Throngs of Apple-philes could not wait for the slimmer footprint, two way camera and increased battery life promised with the new 4G phone. They did not upgrade their phones to trade off the new features for an increased in dropped calls and reception problems. There was a consumer push back and ultimately, Apple pacified the masses with a news conference and free device cases.
Meanwhile, back in Cyberland, a combination of lingering fears over the economic downturn on top of the looming summer slowdown had many, many webmasters chasing big bonus money touted by splashy, much ballyhooed promotions. The fact that much of that bonus money never made it back to the webmasters has become a financial Tsunami with devastating effects felt by everyone in our industry goes hand in hand with those who were first on the causality list: the consumers that were driven there in the first place.
With so many affiliates looking to cash in, and/or simply survive these tough times, with the triple digits payouts, a wide swath of traffic: from emails, from exits, from blogs, tubes and traffic trades, meant a good chuck of the porn surfing public was sent to just a handful of sites. Sales were accruing at a rapid clip – and so were some parlor tricks that often mean the consumer was unwittingly duped into $100 plus in hidden cross sells that were next to impossible to cancel – or they were sent to sites that had a paltry few videos to watch and sometimes, nothing available to for the consumer to download.

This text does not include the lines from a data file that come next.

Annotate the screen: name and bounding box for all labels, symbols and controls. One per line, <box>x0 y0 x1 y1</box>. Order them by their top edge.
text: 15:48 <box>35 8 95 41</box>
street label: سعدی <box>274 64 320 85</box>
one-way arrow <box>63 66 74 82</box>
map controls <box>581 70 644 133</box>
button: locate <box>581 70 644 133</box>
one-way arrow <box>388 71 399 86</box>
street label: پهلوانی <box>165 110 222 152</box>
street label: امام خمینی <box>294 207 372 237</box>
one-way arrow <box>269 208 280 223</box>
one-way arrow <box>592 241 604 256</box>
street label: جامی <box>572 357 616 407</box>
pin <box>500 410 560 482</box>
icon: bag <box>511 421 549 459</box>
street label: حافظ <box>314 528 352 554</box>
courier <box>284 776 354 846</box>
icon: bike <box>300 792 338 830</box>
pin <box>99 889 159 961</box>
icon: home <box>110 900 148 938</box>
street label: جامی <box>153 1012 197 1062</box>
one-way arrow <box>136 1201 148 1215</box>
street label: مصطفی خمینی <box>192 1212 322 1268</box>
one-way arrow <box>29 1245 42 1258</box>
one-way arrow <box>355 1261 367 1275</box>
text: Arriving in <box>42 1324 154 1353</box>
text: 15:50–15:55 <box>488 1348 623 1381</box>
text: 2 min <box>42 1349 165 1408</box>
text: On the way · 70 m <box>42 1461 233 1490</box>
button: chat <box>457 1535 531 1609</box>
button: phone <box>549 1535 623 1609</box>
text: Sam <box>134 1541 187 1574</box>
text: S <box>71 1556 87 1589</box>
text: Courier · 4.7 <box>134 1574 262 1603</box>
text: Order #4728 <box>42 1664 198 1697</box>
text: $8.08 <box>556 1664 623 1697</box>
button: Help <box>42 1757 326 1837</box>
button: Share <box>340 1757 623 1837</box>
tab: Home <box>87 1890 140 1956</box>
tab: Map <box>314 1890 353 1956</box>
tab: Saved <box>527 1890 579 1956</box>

As an industry, we have largely been chasing checks and pointing fingers while trying to stay afloat in an intra-industry pox on out house, largely self-focused. But unlike Facebook, which modified their privacy settings, or Apple who offered the free phone cases … as an industry, what did we do for many consumers we drove to sites? Perhaps we have been too gobsmacked from being duped ourselves by a few disreputable programs to realize we have done nothing for the consumer we lured into harm’s way.
The golden rule is a sword that cuts both ways … what we do onto others, someone is likely to do to us … and while that proof is in the pudding, it is not in our bank accounts.